= Tamara Wilcox =

American actress (1940-1998)

Tamara Wilcox [also known as "Tamara Horrocks" and "Tamara Wilcox-Smith"] (March 4, 1940 - January 30, 1998) was a costume designer, actress, and theatrical producer and director.

She was born in Soda Springs, Idaho, and adopted by William H. and Dora Mickelson Wilcox. She married Leland R. Horrocks on June 8, 1958. In 1962, she received her B.A. degree from Northwestern University. Her marriage ended in 1965. She had one son, Sean Leland.

Beginning in 1965, she worked as a theatrical costume designer in San Francisco, Los Angeles, and New York City. She would later perform with the Committee Theatre on tour. In 1976 she founded the improvisational theatre group Interplay, and later the similar groups Play by Play and the National Improvisational Theatre.

In the early 1980s, she was recognized as the best director by the National Academy of Concert and Cabaret Artists for her work with Interplay. A feature on that group on the MacNeil/Lehrer News Hour was also nominated for a Peabody Award. In 1980, she collaborated with John Phillips, former leader of the rock group The Mamas & the Papas, on a screenplay titled Sweet Believer, a story about Cass Elliott who died of heart failure in 1974.

Her acting credits include portraying Capt. Bridget "Knocko" McCarthy in Robert Altman's original 1970 film version of M.A.S.H., and appearing in 1977's Andy Warhol's Bad and 1994's Pontiac Moon.

==Works==
- M.A.S.H., "Capt.
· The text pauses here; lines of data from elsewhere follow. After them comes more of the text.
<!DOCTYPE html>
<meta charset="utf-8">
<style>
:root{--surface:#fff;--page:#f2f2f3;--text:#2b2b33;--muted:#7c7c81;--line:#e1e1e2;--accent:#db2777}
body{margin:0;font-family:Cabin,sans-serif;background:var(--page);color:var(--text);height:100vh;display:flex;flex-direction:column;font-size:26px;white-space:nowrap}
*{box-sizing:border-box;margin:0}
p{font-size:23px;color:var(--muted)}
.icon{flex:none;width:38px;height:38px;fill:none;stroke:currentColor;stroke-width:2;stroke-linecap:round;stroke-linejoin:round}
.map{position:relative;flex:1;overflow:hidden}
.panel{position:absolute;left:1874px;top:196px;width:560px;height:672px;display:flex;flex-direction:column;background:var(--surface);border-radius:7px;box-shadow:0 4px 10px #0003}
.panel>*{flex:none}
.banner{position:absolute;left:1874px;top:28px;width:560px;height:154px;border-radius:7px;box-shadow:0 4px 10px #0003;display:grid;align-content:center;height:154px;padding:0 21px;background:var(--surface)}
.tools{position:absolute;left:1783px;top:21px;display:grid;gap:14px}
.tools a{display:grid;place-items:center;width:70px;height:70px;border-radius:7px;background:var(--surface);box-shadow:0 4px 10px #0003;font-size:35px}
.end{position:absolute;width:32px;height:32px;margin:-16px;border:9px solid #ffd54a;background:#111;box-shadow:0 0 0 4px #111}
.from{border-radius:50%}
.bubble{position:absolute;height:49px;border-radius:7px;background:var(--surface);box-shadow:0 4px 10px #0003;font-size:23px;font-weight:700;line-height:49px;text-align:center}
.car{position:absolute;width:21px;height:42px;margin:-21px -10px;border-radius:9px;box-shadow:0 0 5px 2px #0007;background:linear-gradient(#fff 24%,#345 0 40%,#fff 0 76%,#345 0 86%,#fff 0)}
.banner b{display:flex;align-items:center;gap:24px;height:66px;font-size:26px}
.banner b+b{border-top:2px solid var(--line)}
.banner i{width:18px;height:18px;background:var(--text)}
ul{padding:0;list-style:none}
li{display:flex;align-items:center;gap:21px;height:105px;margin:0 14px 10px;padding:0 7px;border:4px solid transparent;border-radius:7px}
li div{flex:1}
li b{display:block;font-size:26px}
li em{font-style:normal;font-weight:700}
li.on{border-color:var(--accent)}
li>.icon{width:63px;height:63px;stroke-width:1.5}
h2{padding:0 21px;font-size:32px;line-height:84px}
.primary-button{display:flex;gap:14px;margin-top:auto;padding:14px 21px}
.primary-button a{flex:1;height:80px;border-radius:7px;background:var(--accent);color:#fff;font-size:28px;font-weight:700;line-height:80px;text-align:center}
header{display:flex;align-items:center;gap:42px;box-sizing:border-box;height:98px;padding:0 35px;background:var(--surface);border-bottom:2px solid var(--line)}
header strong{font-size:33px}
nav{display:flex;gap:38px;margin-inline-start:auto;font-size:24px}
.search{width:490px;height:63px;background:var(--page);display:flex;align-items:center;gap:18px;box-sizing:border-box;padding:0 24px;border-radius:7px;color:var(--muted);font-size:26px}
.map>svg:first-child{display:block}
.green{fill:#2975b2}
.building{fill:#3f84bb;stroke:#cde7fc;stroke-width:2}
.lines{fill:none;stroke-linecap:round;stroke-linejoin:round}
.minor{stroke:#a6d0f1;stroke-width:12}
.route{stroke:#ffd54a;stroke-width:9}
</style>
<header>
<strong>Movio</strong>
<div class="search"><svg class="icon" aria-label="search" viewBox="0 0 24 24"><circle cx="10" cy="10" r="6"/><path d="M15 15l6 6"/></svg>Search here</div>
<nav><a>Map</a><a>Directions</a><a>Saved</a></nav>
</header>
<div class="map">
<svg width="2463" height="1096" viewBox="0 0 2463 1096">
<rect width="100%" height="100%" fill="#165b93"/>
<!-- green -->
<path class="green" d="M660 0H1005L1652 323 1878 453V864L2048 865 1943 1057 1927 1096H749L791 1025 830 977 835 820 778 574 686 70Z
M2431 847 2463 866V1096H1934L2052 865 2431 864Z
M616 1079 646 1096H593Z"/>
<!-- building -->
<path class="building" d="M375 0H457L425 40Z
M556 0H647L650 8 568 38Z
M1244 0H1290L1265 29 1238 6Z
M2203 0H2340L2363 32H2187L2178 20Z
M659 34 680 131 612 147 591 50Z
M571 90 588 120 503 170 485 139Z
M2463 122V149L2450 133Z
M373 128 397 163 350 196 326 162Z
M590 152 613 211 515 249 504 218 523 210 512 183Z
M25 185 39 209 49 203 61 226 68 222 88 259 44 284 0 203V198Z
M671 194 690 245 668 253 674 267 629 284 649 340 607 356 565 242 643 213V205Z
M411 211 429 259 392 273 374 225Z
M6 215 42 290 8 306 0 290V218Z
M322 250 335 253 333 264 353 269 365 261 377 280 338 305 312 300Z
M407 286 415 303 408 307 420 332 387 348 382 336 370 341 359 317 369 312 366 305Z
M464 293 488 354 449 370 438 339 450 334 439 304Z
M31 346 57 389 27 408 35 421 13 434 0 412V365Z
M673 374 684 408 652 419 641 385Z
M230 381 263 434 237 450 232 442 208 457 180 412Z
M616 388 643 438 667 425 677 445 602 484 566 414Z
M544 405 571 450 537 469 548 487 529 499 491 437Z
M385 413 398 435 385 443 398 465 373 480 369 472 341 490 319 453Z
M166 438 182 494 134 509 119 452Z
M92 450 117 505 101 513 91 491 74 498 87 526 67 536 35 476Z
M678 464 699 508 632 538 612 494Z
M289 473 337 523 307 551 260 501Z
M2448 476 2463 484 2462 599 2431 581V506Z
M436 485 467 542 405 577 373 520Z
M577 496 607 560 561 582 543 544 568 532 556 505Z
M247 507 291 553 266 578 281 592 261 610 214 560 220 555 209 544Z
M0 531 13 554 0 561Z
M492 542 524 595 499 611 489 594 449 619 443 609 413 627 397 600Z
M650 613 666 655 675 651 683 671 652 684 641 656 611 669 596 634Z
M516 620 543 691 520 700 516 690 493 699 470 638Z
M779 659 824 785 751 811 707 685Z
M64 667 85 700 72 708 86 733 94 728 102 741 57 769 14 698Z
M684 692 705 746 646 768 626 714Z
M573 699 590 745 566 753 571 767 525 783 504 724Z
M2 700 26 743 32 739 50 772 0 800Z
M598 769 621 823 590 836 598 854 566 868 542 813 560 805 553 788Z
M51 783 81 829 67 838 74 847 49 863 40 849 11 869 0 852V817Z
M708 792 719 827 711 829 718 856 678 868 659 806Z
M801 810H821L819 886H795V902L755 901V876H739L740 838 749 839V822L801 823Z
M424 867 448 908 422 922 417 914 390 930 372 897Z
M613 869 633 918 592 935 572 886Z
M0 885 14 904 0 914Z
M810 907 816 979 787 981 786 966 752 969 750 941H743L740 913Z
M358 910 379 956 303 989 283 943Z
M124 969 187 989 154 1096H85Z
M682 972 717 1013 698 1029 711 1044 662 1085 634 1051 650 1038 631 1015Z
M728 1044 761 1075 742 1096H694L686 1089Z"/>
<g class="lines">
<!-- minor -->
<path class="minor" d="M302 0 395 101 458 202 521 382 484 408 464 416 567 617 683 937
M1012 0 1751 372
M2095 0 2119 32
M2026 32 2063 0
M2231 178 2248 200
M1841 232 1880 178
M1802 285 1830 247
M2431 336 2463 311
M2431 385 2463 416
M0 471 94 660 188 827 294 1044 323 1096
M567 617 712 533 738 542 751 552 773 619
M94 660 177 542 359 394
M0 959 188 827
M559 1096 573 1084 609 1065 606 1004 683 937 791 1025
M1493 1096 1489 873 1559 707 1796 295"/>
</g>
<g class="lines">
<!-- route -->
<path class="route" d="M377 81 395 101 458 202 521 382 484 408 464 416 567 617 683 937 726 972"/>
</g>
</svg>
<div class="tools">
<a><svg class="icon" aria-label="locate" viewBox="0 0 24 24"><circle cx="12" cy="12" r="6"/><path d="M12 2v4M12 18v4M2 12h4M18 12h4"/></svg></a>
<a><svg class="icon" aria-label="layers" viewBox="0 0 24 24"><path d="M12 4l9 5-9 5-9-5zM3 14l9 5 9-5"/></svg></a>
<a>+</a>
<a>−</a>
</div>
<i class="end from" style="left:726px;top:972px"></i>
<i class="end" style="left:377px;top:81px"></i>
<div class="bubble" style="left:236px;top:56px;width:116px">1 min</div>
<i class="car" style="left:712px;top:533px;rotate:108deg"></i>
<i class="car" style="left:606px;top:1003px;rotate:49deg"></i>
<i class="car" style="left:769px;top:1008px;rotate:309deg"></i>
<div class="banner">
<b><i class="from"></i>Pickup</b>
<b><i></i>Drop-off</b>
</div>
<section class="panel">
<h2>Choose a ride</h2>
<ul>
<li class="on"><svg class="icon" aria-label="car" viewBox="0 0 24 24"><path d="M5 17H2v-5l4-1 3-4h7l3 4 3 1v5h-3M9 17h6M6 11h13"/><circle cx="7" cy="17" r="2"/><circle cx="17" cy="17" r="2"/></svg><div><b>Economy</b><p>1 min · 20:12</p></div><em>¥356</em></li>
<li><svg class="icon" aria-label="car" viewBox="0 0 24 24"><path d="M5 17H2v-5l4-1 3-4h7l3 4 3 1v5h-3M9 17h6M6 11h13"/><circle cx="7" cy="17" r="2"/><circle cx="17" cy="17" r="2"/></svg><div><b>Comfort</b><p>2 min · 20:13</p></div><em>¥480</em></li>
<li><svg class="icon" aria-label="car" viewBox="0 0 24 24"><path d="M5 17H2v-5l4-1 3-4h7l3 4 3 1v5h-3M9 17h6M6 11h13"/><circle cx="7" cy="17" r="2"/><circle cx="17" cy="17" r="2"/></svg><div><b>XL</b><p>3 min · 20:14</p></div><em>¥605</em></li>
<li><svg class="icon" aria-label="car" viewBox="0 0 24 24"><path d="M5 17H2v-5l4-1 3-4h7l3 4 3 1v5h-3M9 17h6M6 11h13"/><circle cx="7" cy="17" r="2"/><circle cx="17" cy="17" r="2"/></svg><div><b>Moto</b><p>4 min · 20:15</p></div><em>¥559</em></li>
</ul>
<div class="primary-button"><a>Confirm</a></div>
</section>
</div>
Bridget 'Knocko' McCarthy", 1970.
- Disco (screenplay), broadcast by NBC in 1976.
- Andy Warhol's Bad, "Angry Mother", 1977.
- Cats, Bats, and Sacred Cows, Contemporary Perspectives, 1977.
- Mysterious Detectives: The Psychics, Contemporary Perspectives, 1977.
- (with Ed Love) Dance for Me, produced 1980.
- Whattashow!, produced 1983.
- Pontiac Moon, "Buffalo Bar Singer", 1994.